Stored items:
---

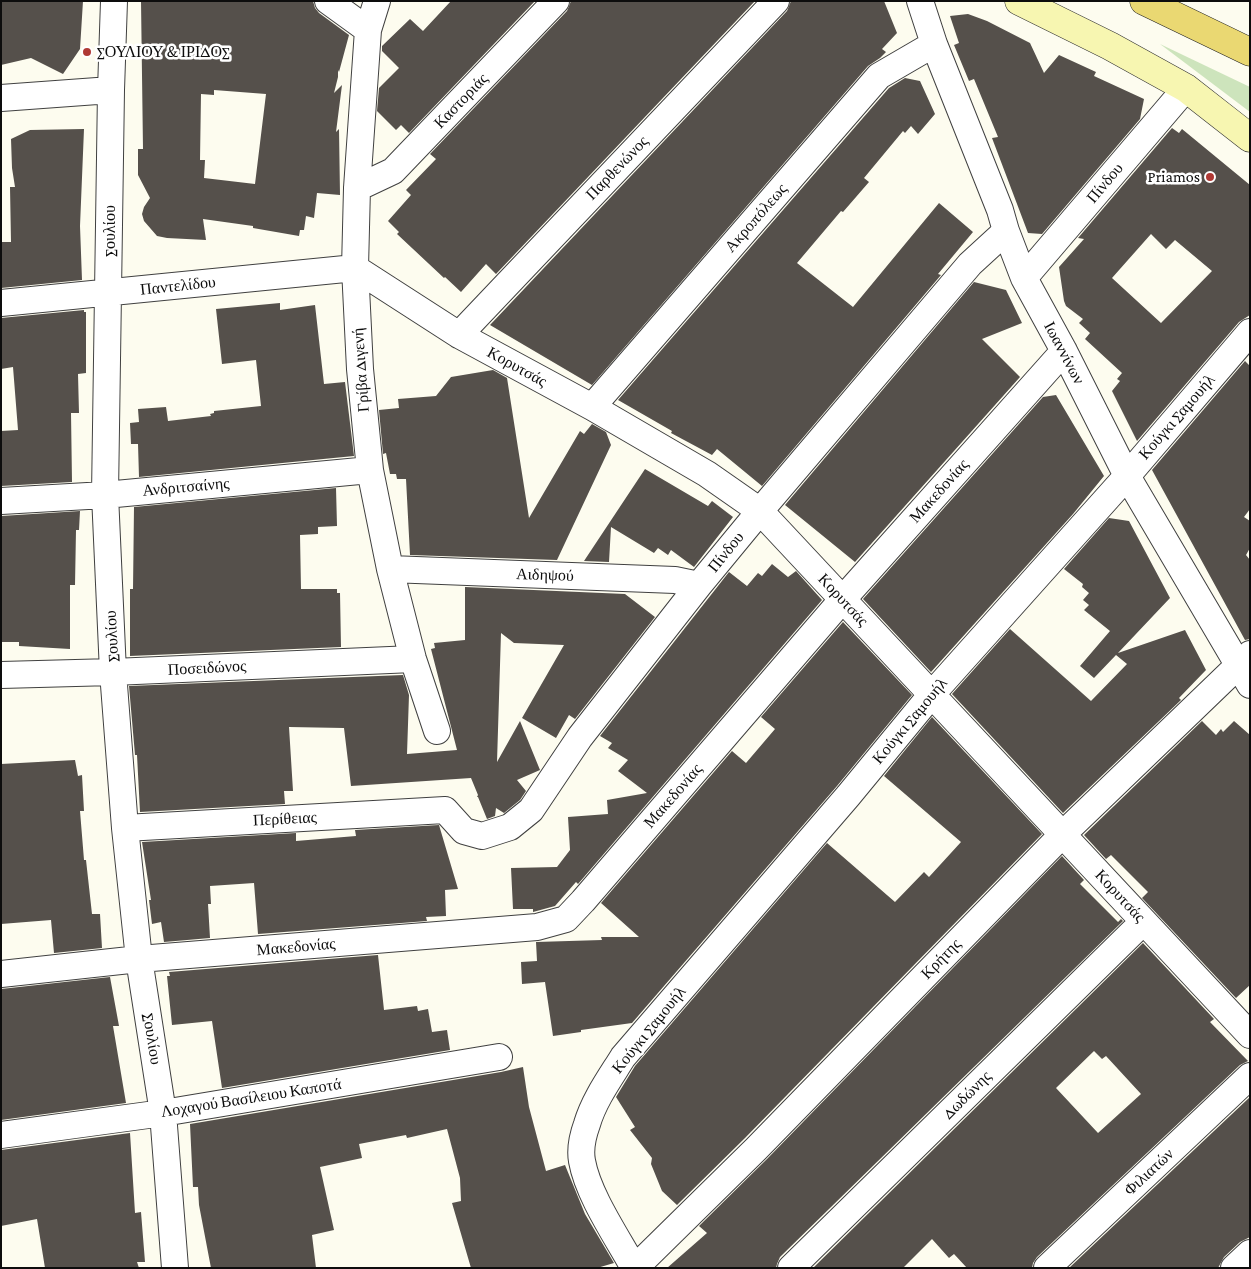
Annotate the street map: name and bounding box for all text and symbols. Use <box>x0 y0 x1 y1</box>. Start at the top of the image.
place label: ΣΟΥΛΙΟΥ & ΙΡΙΔΟΣ <box>97 42 230 62</box>
marker: ΣΟΥΛΙΟΥ & ΙΡΙΔΟΣ <box>81 46 93 58</box>
street label: Καστοριάς <box>430 69 492 133</box>
street label: Παρθενώνος <box>582 132 652 204</box>
street label: Πίνδου <box>1083 159 1127 207</box>
place label: Priamos <box>1148 167 1200 187</box>
marker: Priamos <box>1204 171 1216 183</box>
street label: Ακροπόλεως <box>721 180 791 256</box>
street label: Σουλίου <box>100 205 120 257</box>
street label: Παντελίδου <box>139 272 217 300</box>
street label: Ιωαννίνων <box>1040 318 1088 388</box>
street label: Γρίβα Διγενή <box>348 327 374 413</box>
street label: Κορυτσάς <box>484 343 550 391</box>
street label: Κούγκι Σαμουήλ <box>1135 370 1219 464</box>
street label: Μακεδονίας <box>905 455 973 527</box>
street label: Ανδριτσαίνης <box>142 474 230 500</box>
street label: Πίνδου <box>704 528 748 576</box>
street label: Αιδηψού <box>516 564 574 586</box>
street label: Κορυτσάς <box>814 570 872 630</box>
street label: Σουλίου <box>101 610 123 662</box>
street label: Ποσειδώνος <box>167 656 247 680</box>
street label: Κούγκι Σαμουήλ <box>868 674 952 768</box>
street label: Μακεδονίας <box>640 760 706 832</box>
street label: Περίθειας <box>253 808 317 830</box>
street label: Κορυτσάς <box>1091 866 1149 926</box>
street label: Μακεδονίας <box>256 934 336 960</box>
street label: Κρήτης <box>917 935 965 983</box>
street label: Κούγκι Σαμουήλ <box>608 983 690 1077</box>
street label: Σουλίου <box>138 1012 166 1066</box>
street label: Δωδώνης <box>939 1067 995 1123</box>
street label: Λοχαγού Βασίλειου Καποτά <box>159 1074 343 1122</box>
street label: Φιλιατών <box>1120 1144 1178 1200</box>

---

■ Try it ■
Every entry above needs to be retyped exactly; drop the pictures.

■ Expected answer ■
Annotate the street map: name and bounding box for all text and symbols. Use <box>x0 y0 x1 y1</box>. Start at the top of the image.
place label: ΣΟΥΛΙΟΥ & ΙΡΙΔΟΣ <box>97 42 230 62</box>
marker: ΣΟΥΛΙΟΥ & ΙΡΙΔΟΣ <box>81 46 93 58</box>
street label: Καστοριάς <box>430 69 492 133</box>
street label: Παρθενώνος <box>582 132 652 204</box>
street label: Πίνδου <box>1083 159 1127 207</box>
place label: Priamos <box>1148 167 1200 187</box>
marker: Priamos <box>1204 171 1216 183</box>
street label: Ακροπόλεως <box>721 180 791 256</box>
street label: Σουλίου <box>100 205 120 257</box>
street label: Παντελίδου <box>139 272 217 300</box>
street label: Ιωαννίνων <box>1040 318 1088 388</box>
street label: Γρίβα Διγενή <box>348 327 374 413</box>
street label: Κορυτσάς <box>484 343 550 391</box>
street label: Κούγκι Σαμουήλ <box>1135 370 1219 464</box>
street label: Μακεδονίας <box>905 455 973 527</box>
street label: Ανδριτσαίνης <box>142 474 230 500</box>
street label: Πίνδου <box>704 528 748 576</box>
street label: Αιδηψού <box>516 564 574 586</box>
street label: Κορυτσάς <box>814 570 872 630</box>
street label: Σουλίου <box>101 610 123 662</box>
street label: Ποσειδώνος <box>167 656 247 680</box>
street label: Κούγκι Σαμουήλ <box>868 674 952 768</box>
street label: Μακεδονίας <box>640 760 706 832</box>
street label: Περίθειας <box>253 808 317 830</box>
street label: Κορυτσάς <box>1091 866 1149 926</box>
street label: Μακεδονίας <box>256 934 336 960</box>
street label: Κρήτης <box>917 935 965 983</box>
street label: Κούγκι Σαμουήλ <box>608 983 690 1077</box>
street label: Σουλίου <box>138 1012 166 1066</box>
street label: Δωδώνης <box>939 1067 995 1123</box>
street label: Λοχαγού Βασίλειου Καποτά <box>159 1074 343 1122</box>
street label: Φιλιατών <box>1120 1144 1178 1200</box>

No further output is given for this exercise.